◆ WHAT THIS TASK INVOLVES ◆
Scan the entries below and return each line that contains "path".

◆ Dataset excerpts ◆
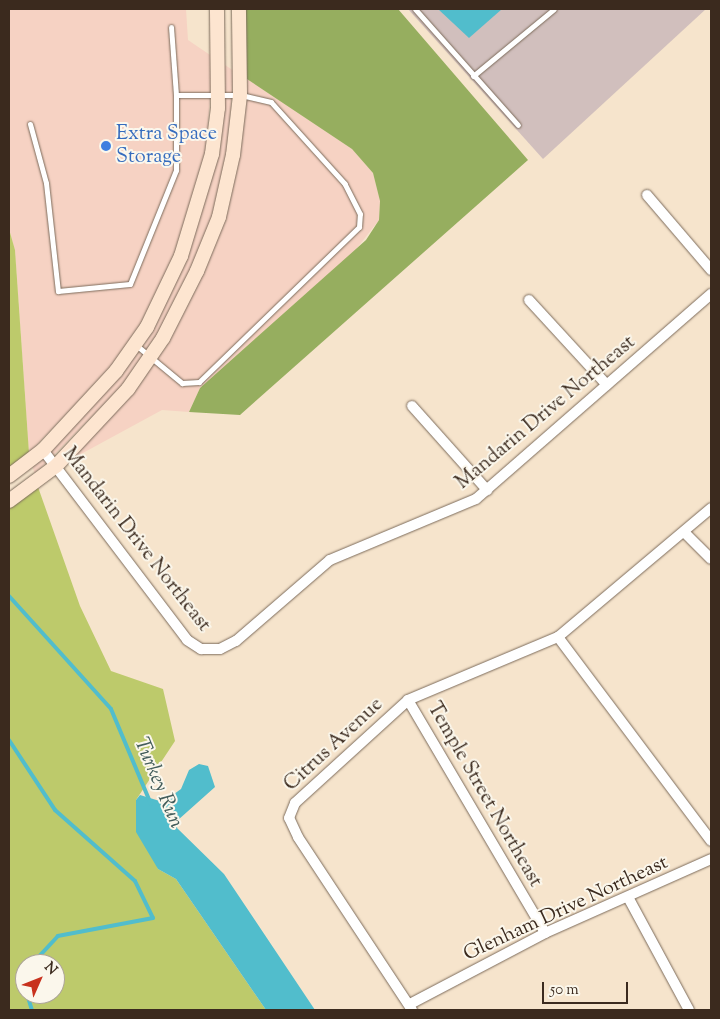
<!DOCTYPE html>
<html>
<head>
<meta charset="utf-8">
<style>
  body { margin:0 }
  #map { position:relative; width:720px; height:1019px; overflow:hidden; background:#f6e4cc; font-family:"Sorts Mill Goudy",serif }
  div>[style] { position:absolute }
  [style*='--x'] { left:calc(var(--x)*1px); top:calc(var(--y)*1px); width:calc(var(--w)*1px); rotate:calc(var(--a)*1deg) }
  .built>* { inset:0; background:#f6d2c3 }
  .industrial>* { inset:0; background:#d1bfbd }
  .green>* { inset:0; background:#bdca6b }
  .forest>* { inset:0; background:#96ae5f }
  .water>* { inset:0; background:#51bdcc }
  .stream>* { height:4px; margin:-2px; padding:0 2px; transform-origin:2px; border-radius:2px; background:#51bdcc }
  .roads { filter:drop-shadow(0 0 1px #7c6b5b) drop-shadow(0 0 1px #7c6b5b) }
  .lane>* { height:5px; margin:-2.5px; padding:0 2.5px; transform-origin:2.5px; border-radius:2.5px; background:#fff }
  .street>* { height:10px; margin:-5px; padding:0 5px; transform-origin:5px; border-radius:5px; background:#fff }
  .secondary>* { height:14px; margin:-7px; padding:0 7px; transform-origin:7px; border-radius:7px; background:#fde5d0 }
  .dots>* { width:14px; height:14px; translate:-50% -50%; box-sizing:border-box; border:2px solid #fbf7ec; border-radius:50% }
  span { translate:-50% -50%; white-space:nowrap; text-align:center; line-height:1.15; -webkit-text-stroke:4px #fbf7ec; paint-order:stroke }
  .shop-label { font-size:20px; color:#366cbe }
  .left { translate:0 -50%; text-align:left }
  .street-label { font-size:20px; color:#3b2a1e }
  .water-label { font-size:21px; color:#435d5b; font-style:italic }
  .frame { position:absolute; inset:0; border:10px solid #3b2a1e; pointer-events:none }
  .north { position:absolute; left:15px; top:954px; width:50px; height:50px; box-sizing:border-box; background:#fbf7ec; border:1px solid #aea59a; border-radius:50%; rotate:46deg; font-size:14px; font-weight:700; line-height:20px; text-align:center; color:#3b2a1e }
  .north::after { content:''; display:block; margin:auto; width:18px; height:22px; background:#c8321e; clip-path:polygon(50% 0,100% 100%,50% 72%,0 100%) }
  .scale { position:absolute; left:542px; top:982px; width:86px; height:22px; box-sizing:border-box; border:2px solid #3b2a1e; border-top:0; padding-left:6px; font-size:15px; line-height:18px; white-space:nowrap; color:#3b2a1e; -webkit-text-stroke:4px #fbf7ec; paint-order:stroke }
</style>
</head>
<body>
<div id="map">
  <div class="built">
    <i style="clip-path:polygon(9px 9px,186px 9px,188px 40px,213px 57px,206px 154px,176px 254px,142px 325px,111px 367px,29px 453px,15px 250px,9px 229px)"></i>
    <i style="clip-path:polygon(225px 65px,234px 71px,227px 155px,213px 216px,191px 269px,158px 335px,123px 385px,35px 474px,32px 466px,120px 374px,187px 258px,218px 154px)"></i>
    <i style="clip-path:polygon(247px 79px,352px 149px,373px 173px,380px 201px,379px 220px,346px 262px,200px 388px,189px 412px,162px 410px,70px 460px,133px 392px,203px 273px)"></i>
  </div>
  <div class="industrial">
    <i style="clip-path:polygon(408px 9px,706px 9px,543px 159px)"></i>
  </div>
  <div class="green">
    <i style="clip-path:polygon(9px 229px,15px 250px,29px 453px,9px 469px)"></i>
    <i style="clip-path:polygon(evenodd,38px 487px,80px 606px,111px 671px,163px 689px,175px 741px,136px 800px,158px 869px,176px 879px,266px 1010px,9px 1010px,9px 507px,38px 487px,25px 964px,55px 964px,55px 994px,25px 994px,25px 964px)"></i>
  </div>
  <div class="forest">
    <i style="clip-path:polygon(245px 9px,398px 9px,528px 160px,240px 415px,189px 412px,200px 388px,366px 240px,379px 220px,380px 201px,373px 173px,352px 149px,247px 79px)"></i>
  </div>
  <div class="water">
    <i style="clip-path:polygon(438px 9px,502px 9px,469px 38px)"></i>
    <i style="clip-path:polygon(199px 764px,208px 766px,215px 787px,178px 820px,177px 828px,224px 874px,315px 1010px,266px 1010px,176px 879px,158px 869px,136px 832px,136px 800px,140px 795px,163px 802px,181px 789px,189px 770px)"></i>
  </div>
  <div class="stream">
    <i style="--x:9;--y:596;--w:152;--a:47.9"></i>
    <i style="--x:111;--y:709;--w:103;--a:67.2"></i>
    <i style="--x:9;--y:740;--w:84;--a:56.7"></i>
    <i style="--x:55;--y:810;--w:107;--a:41.6"></i>
    <i style="--x:135;--y:881;--w:41;--a:64.1"></i>
    <i style="--x:153;--y:918;--w:97;--a:169.3"></i>
    <i style="--x:58;--y:936;--w:38;--a:133"></i>
    <i style="--x:25;--y:972;--w:11;--a:90"></i>
    <i style="--x:27;--y:994;--w:17;--a:73"></i>
  </div>
  <div class="roads">
    <div class="lane">
      <i style="--x:415;--y:9;--w:155;--a:48.4"></i>
      <i style="--x:473;--y:76;--w:105;--a:-39.6"></i>
      <i style="--x:30;--y:124;--w:61;--a:74.8"></i>
      <i style="--x:46;--y:183;--w:109;--a:83.7"></i>
      <i style="--x:58;--y:291;--w:72;--a:-5.6"></i>
      <i style="--x:130;--y:284;--w:123;--a:-68"></i>
      <i style="--x:176;--y:170;--w:75;--a:-90"></i>
      <i style="--x:136;--y:345;--w:60;--a:39.6"></i>
      <i style="--x:182;--y:383;--w:17;--a:-3"></i>
      <i style="--x:199;--y:382;--w:223;--a:-44.1"></i>
      <i style="--x:359;--y:227;--w:13;--a:-86"></i>
      <i style="--x:360;--y:214;--w:34;--a:-117"></i>
      <i style="--x:345;--y:184;--w:110;--a:-132.1"></i>
      <i style="--x:271;--y:102;--w:32;--a:-167"></i>
      <i style="--x:240;--y:95;--w:64;--a:180"></i>
      <i style="--x:176;--y:95;--w:68;--a:-94.2"></i>
    </div>
    <div class="street">
      <i style="--x:647;--y:195;--w:99;--a:49.5"></i>
      <i style="--x:529;--y:300;--w:115;--a:47.5"></i>
      <i style="--x:412;--y:406;--w:113;--a:48.2"></i>
      <i style="--x:43;--y:450;--w:238;--a:52.8"></i>
      <i style="--x:187;--y:640;--w:17;--a:33"></i>
      <i style="--x:201;--y:649;--w:19;--a:0"></i>
      <i style="--x:220;--y:649;--w:18;--a:-27"></i>
      <i style="--x:236;--y:641;--w:124;--a:-40.8"></i>
      <i style="--x:330;--y:560;--w:158;--a:-22.7"></i>
      <i style="--x:476;--y:499;--w:312;--a:-41.1"></i>
      <i style="--x:684;--y:532;--w:38;--a:45"></i>
      <i style="--x:558;--y:637;--w:255;--a:53.1"></i>
      <i style="--x:408;--y:700;--w:270;--a:59.5"></i>
      <i style="--x:629;--y:899;--w:126;--a:61.6"></i>
      <i style="--x:410;--y:1004;--w:153;--a:-27.7"></i>
      <i style="--x:545;--y:933;--w:182;--a:-24"></i>
      <i style="--x:412;--y:1010;--w:207;--a:-123.4"></i>
      <i style="--x:298;--y:837;--w:21;--a:-115"></i>
      <i style="--x:289;--y:818;--w:16;--a:-68"></i>
      <i style="--x:295;--y:803;--w:153;--a:-42.3"></i>
      <i style="--x:408;--y:700;--w:163;--a:-22.8"></i>
      <i style="--x:558;--y:637;--w:200;--a:-40.1"></i>
    </div>
    <div class="secondary">
      <i style="--x:9;--y:476;--w:43;--a:-37.4"></i>
      <i style="--x:43;--y:450;--w:108;--a:-47.3"></i>
      <i style="--x:116;--y:371;--w:54;--a:-54.8"></i>
      <i style="--x:147;--y:327;--w:79;--a:-64.4"></i>
      <i style="--x:181;--y:256;--w:107;--a:-73.1"></i>
      <i style="--x:212;--y:154;--w:46;--a:-82.6"></i>
      <i style="--x:218;--y:108;--w:99;--a:-90.6"></i>
      <i style="--x:9;--y:501;--w:59;--a:-36.7"></i>
      <i style="--x:56;--y:466;--w:105;--a:-46.9"></i>
      <i style="--x:128;--y:389;--w:62;--a:-55.5"></i>
      <i style="--x:163;--y:338;--w:75;--a:-63.1"></i>
      <i style="--x:197;--y:271;--w:58;--a:-67.8"></i>
      <i style="--x:219;--y:217;--w:64;--a:-77.3"></i>
      <i style="--x:233;--y:155;--w:60;--a:-83.3"></i>
      <i style="--x:240;--y:95;--w:86;--a:-90.7"></i>
    </div>
  </div>
  <div class="dots">
    <i style="left:106px;top:146px;background:#3f7fe0"></i>
  </div>
  <div class="shop-label">
    <span class="left" style="left:116px;top:146px">Extra Space<br>Storage</span>
  </div>
  <div class="street-label">
    <span style="left:546px;top:413px;rotate:-40deg">Mandarin Drive Northeast</span>
    <span style="left:136px;top:540px;rotate:52deg">Mandarin Drive Northeast</span>
    <span style="left:334px;top:745px;rotate:-43deg">Citrus Avenue</span>
    <span style="left:484px;top:795px;rotate:60deg">Temple Street Northeast</span>
    <span style="left:566px;top:909px;rotate:-25deg">Glenham Drive Northeast</span>
  </div>
  <div class="water-label">
    <span style="left:158px;top:783px;rotate:67deg">Turkey Run</span>
  </div>
  <div class="frame"></div>
  <div class="north">N</div>
  <div class="scale">50 m</div>
</div>
</body>
</html>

◆ ANSWER TO THIS EXERCISE ◆
  .north::after { content:''; display:block; margin:auto; width:18px; height:22px; background:#c8321e; clip-path:polygon(50% 0,100% 100%,50% 72%,0 100%) }
    <i style="clip-path:polygon(9px 9px,186px 9px,188px 40px,213px 57px,206px 154px,176px 254px,142px 325px,111px 367px,29px 453px,15px 250px,9px 229px)"></i>
    <i style="clip-path:polygon(225px 65px,234px 71px,227px 155px,213px 216px,191px 269px,158px 335px,123px 385px,35px 474px,32px 466px,120px 374px,187px 258px,218px 154px)"></i>
    <i style="clip-path:polygon(247px 79px,352px 149px,373px 173px,380px 201px,379px 220px,346px 262px,200px 388px,189px 412px,162px 410px,70px 460px,133px 392px,203px 273px)"></i>
    <i style="clip-path:polygon(408px 9px,706px 9px,543px 159px)"></i>
    <i style="clip-path:polygon(9px 229px,15px 250px,29px 453px,9px 469px)"></i>
    <i style="clip-path:polygon(evenodd,38px 487px,80px 606px,111px 671px,163px 689px,175px 741px,136px 800px,158px 869px,176px 879px,266px 1010px,9px 1010px,9px 507px,38px 487px,25px 964px,55px 964px,55px 994px,25px 994px,25px 964px)"></i>
    <i style="clip-path:polygon(245px 9px,398px 9px,528px 160px,240px 415px,189px 412px,200px 388px,366px 240px,379px 220px,380px 201px,373px 173px,352px 149px,247px 79px)"></i>
    <i style="clip-path:polygon(438px 9px,502px 9px,469px 38px)"></i>
    <i style="clip-path:polygon(199px 764px,208px 766px,215px 787px,178px 820px,177px 828px,224px 874px,315px 1010px,266px 1010px,176px 879px,158px 869px,136px 832px,136px 800px,140px 795px,163px 802px,181px 789px,189px 770px)"></i>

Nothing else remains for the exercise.